===== Data in this exercise =====
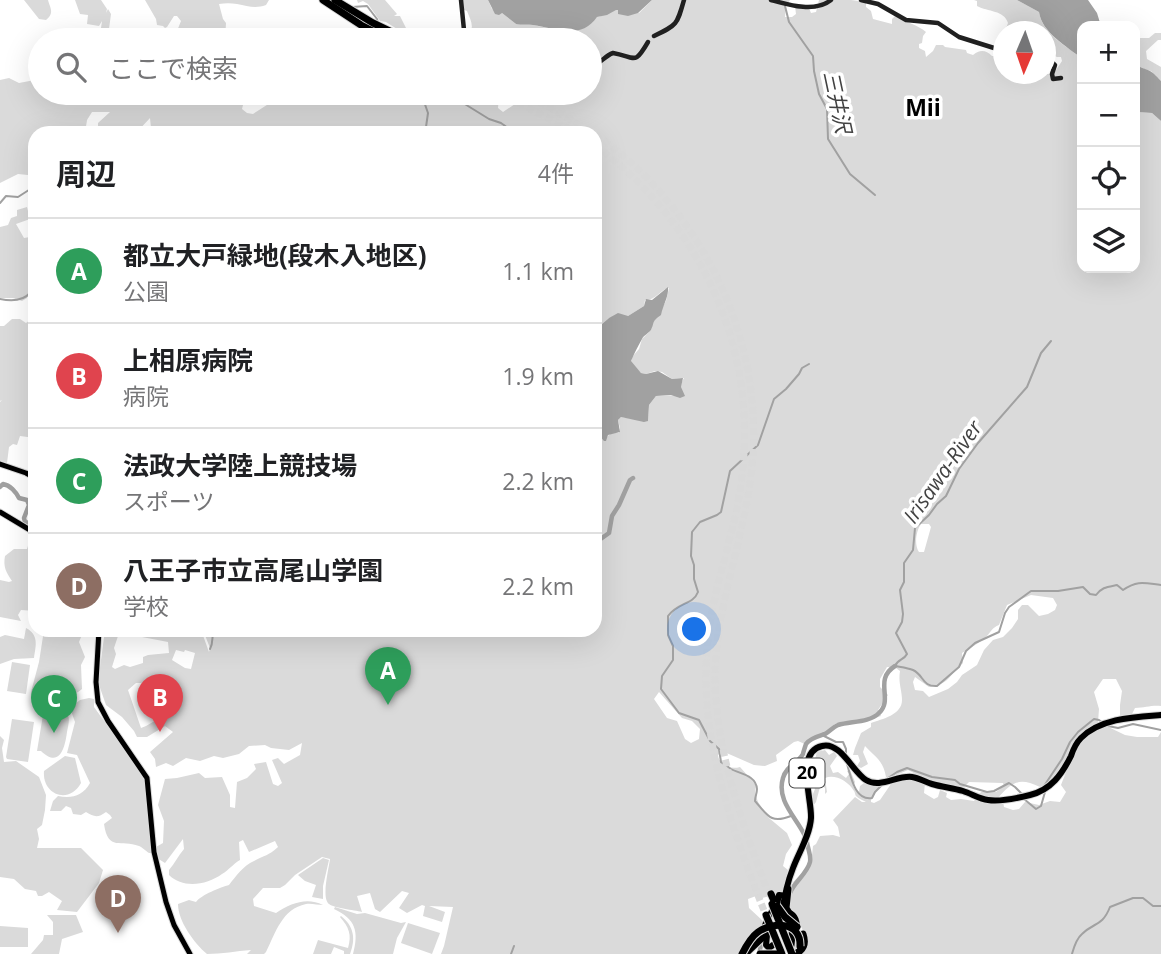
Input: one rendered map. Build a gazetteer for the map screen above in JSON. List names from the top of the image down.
{
  "streets": {
    "highway": ["20"]
  },
  "districts": ["Mii"],
  "water": ["三井沢", "Irisawa-River"],
  "north": "bottom",
  "page": {
    "map_buttons": ["+", "−"],
    "search": "ここで検索",
    "heading": ["周辺", "4件"],
    "list": [
      {
        "mark": "A",
        "name": "都立大戸緑地(段木入地区)",
        "note": "公園",
        "value": "1.1 km"
      },
      {
        "mark": "B",
        "name": "上相原病院",
        "note": "病院",
        "value": "1.9 km"
      },
      {
        "mark": "C",
        "name": "法政大学陸上競技場",
        "note": "スポーツ",
        "value": "2.2 km"
      },
      {
        "mark": "D",
        "name": "八王子市立高尾山学園",
        "note": "学校",
        "value": "2.2 km"
      }
    ],
    "pins": [
      "A",
      "B",
      "C",
      "D"
    ]
  }
}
=====
#### [Problem requirements]
Some lines of the records may hold the word "value". How many do? Answer with a number and nothing else.

#### [Solved problem]
4